Description of the task => Copy every record that follows, word for word.

Record extracts =>

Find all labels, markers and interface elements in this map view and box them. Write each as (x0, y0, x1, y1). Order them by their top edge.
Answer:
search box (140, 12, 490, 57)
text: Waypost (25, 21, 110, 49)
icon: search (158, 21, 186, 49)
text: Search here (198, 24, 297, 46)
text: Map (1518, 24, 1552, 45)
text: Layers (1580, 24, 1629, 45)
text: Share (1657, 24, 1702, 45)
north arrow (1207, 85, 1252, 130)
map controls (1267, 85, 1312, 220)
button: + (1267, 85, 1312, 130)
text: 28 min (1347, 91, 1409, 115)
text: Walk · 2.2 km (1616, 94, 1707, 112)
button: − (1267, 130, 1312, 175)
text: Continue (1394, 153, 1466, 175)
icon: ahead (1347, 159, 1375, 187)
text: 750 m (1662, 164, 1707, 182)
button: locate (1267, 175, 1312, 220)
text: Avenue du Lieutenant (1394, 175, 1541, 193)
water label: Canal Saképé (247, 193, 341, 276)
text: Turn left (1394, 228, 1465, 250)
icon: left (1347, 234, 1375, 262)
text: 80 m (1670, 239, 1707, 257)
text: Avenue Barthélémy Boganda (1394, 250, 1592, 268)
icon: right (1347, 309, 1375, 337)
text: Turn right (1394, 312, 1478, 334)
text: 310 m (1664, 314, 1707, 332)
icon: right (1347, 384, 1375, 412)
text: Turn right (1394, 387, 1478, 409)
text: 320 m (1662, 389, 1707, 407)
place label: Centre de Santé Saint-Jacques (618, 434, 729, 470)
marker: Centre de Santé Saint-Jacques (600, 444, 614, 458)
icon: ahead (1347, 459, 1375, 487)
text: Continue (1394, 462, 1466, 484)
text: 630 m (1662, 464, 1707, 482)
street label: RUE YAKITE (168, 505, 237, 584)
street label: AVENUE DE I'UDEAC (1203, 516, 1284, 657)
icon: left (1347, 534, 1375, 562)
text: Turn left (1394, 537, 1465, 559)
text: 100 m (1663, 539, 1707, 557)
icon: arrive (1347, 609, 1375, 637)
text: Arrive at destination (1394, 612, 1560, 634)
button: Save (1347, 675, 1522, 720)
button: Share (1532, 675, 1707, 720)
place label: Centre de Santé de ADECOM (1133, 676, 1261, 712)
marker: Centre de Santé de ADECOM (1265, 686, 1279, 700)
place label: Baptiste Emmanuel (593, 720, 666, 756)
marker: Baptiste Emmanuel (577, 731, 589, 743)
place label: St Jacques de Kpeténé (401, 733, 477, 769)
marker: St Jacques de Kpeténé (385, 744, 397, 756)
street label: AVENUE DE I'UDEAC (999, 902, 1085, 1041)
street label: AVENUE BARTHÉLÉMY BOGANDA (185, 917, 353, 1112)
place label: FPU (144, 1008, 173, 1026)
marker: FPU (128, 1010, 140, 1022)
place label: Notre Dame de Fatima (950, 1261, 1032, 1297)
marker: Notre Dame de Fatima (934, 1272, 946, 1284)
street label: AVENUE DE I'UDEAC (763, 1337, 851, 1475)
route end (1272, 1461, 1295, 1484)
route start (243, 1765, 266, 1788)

Exercise answer =>
Find all labels, markers and interface elements in this map view and box them. Write each as (x0, y0, x1, y1). Order them by their top edge.
Answer:
search box (140, 12, 490, 57)
text: Waypost (25, 21, 110, 49)
icon: search (158, 21, 186, 49)
text: Search here (198, 24, 297, 46)
text: Map (1518, 24, 1552, 45)
text: Layers (1580, 24, 1629, 45)
text: Share (1657, 24, 1702, 45)
north arrow (1207, 85, 1252, 130)
map controls (1267, 85, 1312, 220)
button: + (1267, 85, 1312, 130)
text: 28 min (1347, 91, 1409, 115)
text: Walk · 2.2 km (1616, 94, 1707, 112)
button: − (1267, 130, 1312, 175)
text: Continue (1394, 153, 1466, 175)
icon: ahead (1347, 159, 1375, 187)
text: 750 m (1662, 164, 1707, 182)
button: locate (1267, 175, 1312, 220)
text: Avenue du Lieutenant (1394, 175, 1541, 193)
water label: Canal Saképé (247, 193, 341, 276)
text: Turn left (1394, 228, 1465, 250)
icon: left (1347, 234, 1375, 262)
text: 80 m (1670, 239, 1707, 257)
text: Avenue Barthélémy Boganda (1394, 250, 1592, 268)
icon: right (1347, 309, 1375, 337)
text: Turn right (1394, 312, 1478, 334)
text: 310 m (1664, 314, 1707, 332)
icon: right (1347, 384, 1375, 412)
text: Turn right (1394, 387, 1478, 409)
text: 320 m (1662, 389, 1707, 407)
place label: Centre de Santé Saint-Jacques (618, 434, 729, 470)
marker: Centre de Santé Saint-Jacques (600, 444, 614, 458)
icon: ahead (1347, 459, 1375, 487)
text: Continue (1394, 462, 1466, 484)
text: 630 m (1662, 464, 1707, 482)
street label: RUE YAKITE (168, 505, 237, 584)
street label: AVENUE DE I'UDEAC (1203, 516, 1284, 657)
icon: left (1347, 534, 1375, 562)
text: Turn left (1394, 537, 1465, 559)
text: 100 m (1663, 539, 1707, 557)
icon: arrive (1347, 609, 1375, 637)
text: Arrive at destination (1394, 612, 1560, 634)
button: Save (1347, 675, 1522, 720)
button: Share (1532, 675, 1707, 720)
place label: Centre de Santé de ADECOM (1133, 676, 1261, 712)
marker: Centre de Santé de ADECOM (1265, 686, 1279, 700)
place label: Baptiste Emmanuel (593, 720, 666, 756)
marker: Baptiste Emmanuel (577, 731, 589, 743)
place label: St Jacques de Kpeténé (401, 733, 477, 769)
marker: St Jacques de Kpeténé (385, 744, 397, 756)
street label: AVENUE DE I'UDEAC (999, 902, 1085, 1041)
street label: AVENUE BARTHÉLÉMY BOGANDA (185, 917, 353, 1112)
place label: FPU (144, 1008, 173, 1026)
marker: FPU (128, 1010, 140, 1022)
place label: Notre Dame de Fatima (950, 1261, 1032, 1297)
marker: Notre Dame de Fatima (934, 1272, 946, 1284)
street label: AVENUE DE I'UDEAC (763, 1337, 851, 1475)
route end (1272, 1461, 1295, 1484)
route start (243, 1765, 266, 1788)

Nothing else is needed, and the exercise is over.